Mohammad Baghdadi

Personal information
- Date of birth: 30 October 1996 (age 29)
- Place of birth: Hanover, Germany
- Height: 1.79 m (5 ft 10 in)
- Positions: Left midfielder; left-back;

Team information
- Current team: VfV 06 Hildesheim
- Number: 7

Youth career
- DJK TuS Marathon Hannover
- SV Kleeblatt Stöcken
- 0000–2012: SC Langenhagen
- 2012–2014: Eintracht Braunschweig

Senior career*
- Years: Team / Apps / (Gls)
- 2014–2017: Eintracht Braunschweig II / 38 / (0)
- 2014–2016: Eintracht Braunschweig / 1 / (0)
- 2017–2019: Bristol Rovers / 2 / (0)
- 2017: → Dorchester Town (loan) / 14 / (7)
- 2018: → Poole Town (loan) / 7 / (1)
- 2018: → Weston-super-Mare (loan) / 7 / (1)
- 2018: → Bath City (loan) / 1 / (0)
- 2019: Eintracht Norderstedt / 3 / (0)
- 2019–: VfV 06 Hildesheim / 161 / (17)

= Mohammad Baghdadi =

German footballer

Mohammad Baghdadi (born 30 October 1996) is a German professional footballer who plays as a left midfielder or left-back for German club VfV 06 Hildesheim.

==Career==
===Eintracht Braunschweig===
Baghdadi joined the youth academy of Eintracht Braunschweig in 2012 from SC Langenhagen. In 2014, he was promoted to the club's senior team. On the final matchday of the 2014–15 2. Bundesliga season, he made his professional debut for Eintracht, coming on in the 73rd minute in a match against 1. FC Union Berlin.

===Bristol Rovers===
On 1 July 2017, Baghdadi joined EFL League One side Bristol Rovers. On 5 January 2018, Baghdadi joined National League South side Poole Town on an initial one-month loan after spending time on loan at Southern Football League side Dorchester Town. His loan was then extended for a further month. After making seven league appearances, he then joined fellow National League South side Weston-super-Mare on loan for a month.

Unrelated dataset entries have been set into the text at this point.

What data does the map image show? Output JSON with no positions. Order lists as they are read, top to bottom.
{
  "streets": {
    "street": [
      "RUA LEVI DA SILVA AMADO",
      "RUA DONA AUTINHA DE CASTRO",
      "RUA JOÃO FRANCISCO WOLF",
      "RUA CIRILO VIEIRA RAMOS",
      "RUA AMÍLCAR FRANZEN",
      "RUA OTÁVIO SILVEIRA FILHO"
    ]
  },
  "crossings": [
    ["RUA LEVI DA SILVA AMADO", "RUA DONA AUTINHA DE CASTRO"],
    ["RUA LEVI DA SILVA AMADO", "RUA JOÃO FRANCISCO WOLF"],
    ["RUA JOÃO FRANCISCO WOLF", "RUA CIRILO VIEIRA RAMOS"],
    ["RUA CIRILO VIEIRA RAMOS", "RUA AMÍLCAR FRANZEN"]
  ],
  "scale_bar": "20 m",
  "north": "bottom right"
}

Baghdadi was recalled by Bristol Rovers on 10 April and made his senior debut for the club on 14 April in a 1–1 draw against Blackburn Rovers, coming on as a substitute for Byron Moore in the 77th minute.

On 16 November 2018, he joined National League South side Bath City on a one-month loan deal.

On 25 January 2019, Baghdadi's contract with Bristol was terminated by mutual consent.

===Eintracht Norderstedt===
On 28 January 2019, Baghdadi joined FC Eintracht Norderstedt 03 on a contract until June 2020.

===VfV 06 Hildesheim===
Ahead of the 2019–20 season, Baghdadi left Eintracht Norderstedt to join VfV 06 Hildesheim.

== Personal life ==
Born in Germany, Baghdadi holds both German and Lebanese citizenship.